Countering these narratives is a serious challenge as there are new stories about climate change every day. Therefore, scientists and video game creators across the world have now turned to virtual and augmented reality to help people experience and understand the effects of climate change at a more visceral level.


Virtual reality as a pedagogical medium

Human beings exist in an amalgamation of multiple realities — the physical, virtual, augmented and mixed reality. The stories that regale us will also have to evolve in order to effectively propel ideas to the digital natives of the modern world.

Data-Driven EnviroPolicy Lab (Data-Driven Lab), an interdisciplinary group of researchers, scientists, and programmers based at Yale-NUS College, Singapore studied the effects of virtual reality (VR) to communicate about climate changes. They found that effective VR creates an “empathetic experience” among humans, making the invisible causes of climate crisis visible, the distant effects immediate, and the nebulous harms highly personal.

Use of vivid images, avatars in comparison to voices, and text formats were found to elicit pro-environment responses in humans.

Scientists around the world (Stanford Virtual Reality Lab) have found that if an individual has a VR experience of cutting down a tree, during which she or he feels the vibration and sound of a chainsaw, that person is more likely to conserve paper.

VR’s success comes from the fact that it allows people to travel places they have never been to before, which in itself promotes sustainability by reducing carbon footprint involved in physical travelling.
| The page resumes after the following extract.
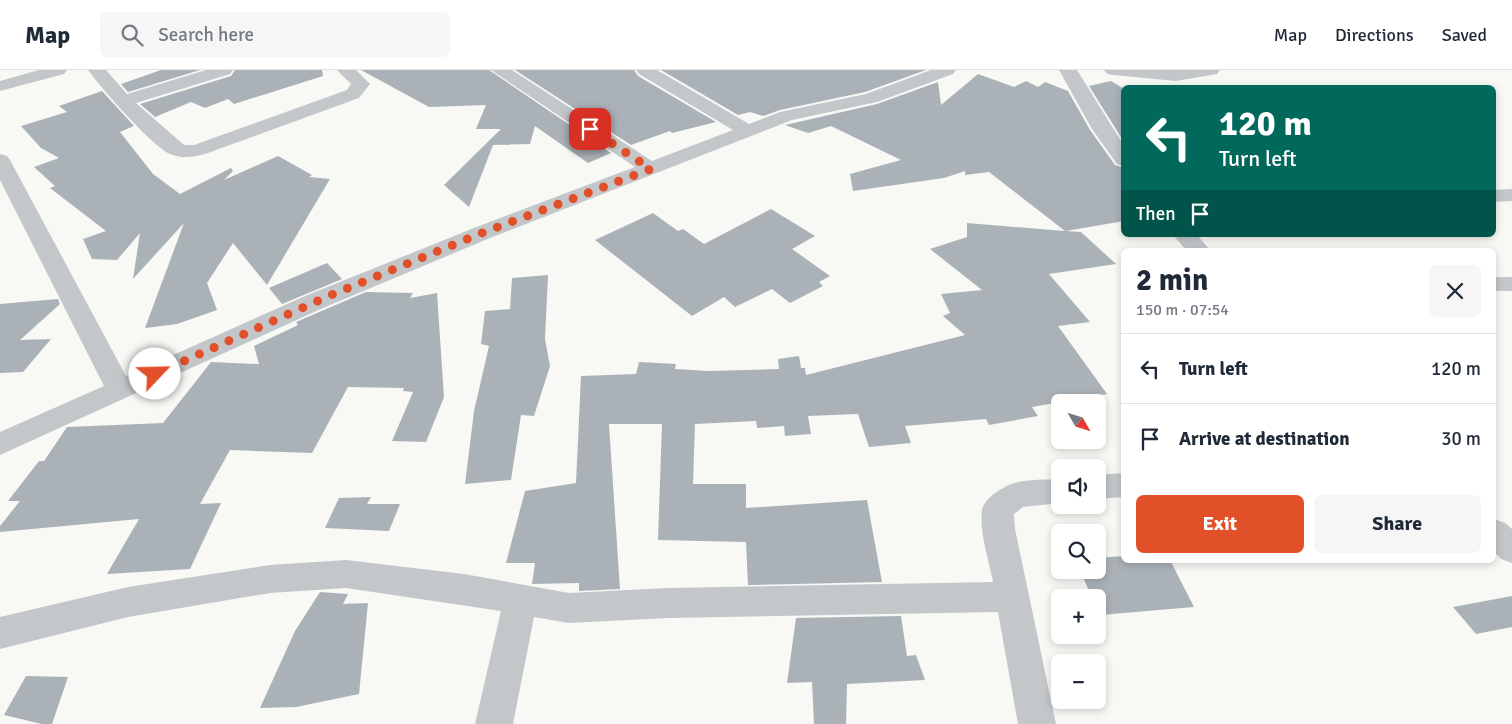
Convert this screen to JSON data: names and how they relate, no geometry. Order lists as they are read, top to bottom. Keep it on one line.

IMMERSE, for example, is a 360-degree film aimed at generating awareness and scientific understanding of coral reefs and the threat they face due to rising ocean temperatures.

Video games and total immersion

The video games market, which is pegged to be a $300 billion industry by 2025, has moved beyond the perimeters of its niche community to a much larger audience. Video games often position a player as the protagonist in virtual situations, inducing ownership and motivation.

Video games offer three stages of engagement based on the level of psychological barriers the player overcomes and the degree of knowledge transfer. First is ‘engagement’ which defines the compatibility of the player with the game and the investment of time and energy spent interacting with it.

Second is ‘engrossment’, which is when the player gets in the flow of the game and connects emotionally to it. The final stage is called ‘total immersion’ wherein the player feels a combined sense of sensory, challenge-based and imaginative spheres to experience the game.

For game designer and founder of Gameful, Jane McGonigal, video games are a “collaborative problem-solving environment”.

McGonigal feels that “in the best-designed games, our human experience is optimized: We have important work to do, we’re surrounded by potential collaborators, and we learn quickly and in a low-risk environment”.


Also read: This is how we can empower 8 billion minds by 2030


Serious or altruistic gaming

Video games that help develop familiarity with a new concept, stimulate the development of ideas and solutions and instill positive behaviour change come under the purview of ‘serious or altruistic gaming’.

A lot of futuristic scenarios around climate change can only be presented to the user in virtual or augmented realities. This is one of the greatest pulls of serious gaming.

Serious gaming incorporates game mechanics into everyday activities or situational scenarios with the influx of tangible incentives like points, badges, leaderboards, and pushes for behavioural changes.

For example, Flood Resilience Game allows players to experience and learn about flood risks and resilience of communities in river valleys. Developed by Poland-based Centre for Systems Solutions and the International Institute for Applied Systems Analysis in Austria, the game is targeted at disaster risk management (DRM) and development practitioners who would like to better communicate and promote risk preparedness and responses related to climate change.

The Swedish National Knowledge Centre for Climate Change Adaptation, at the Swedish Meteorological and Hydrological Institute (SMHI), together with Linköping University have also developed a climate adaptation game for a timeline from 2047-77.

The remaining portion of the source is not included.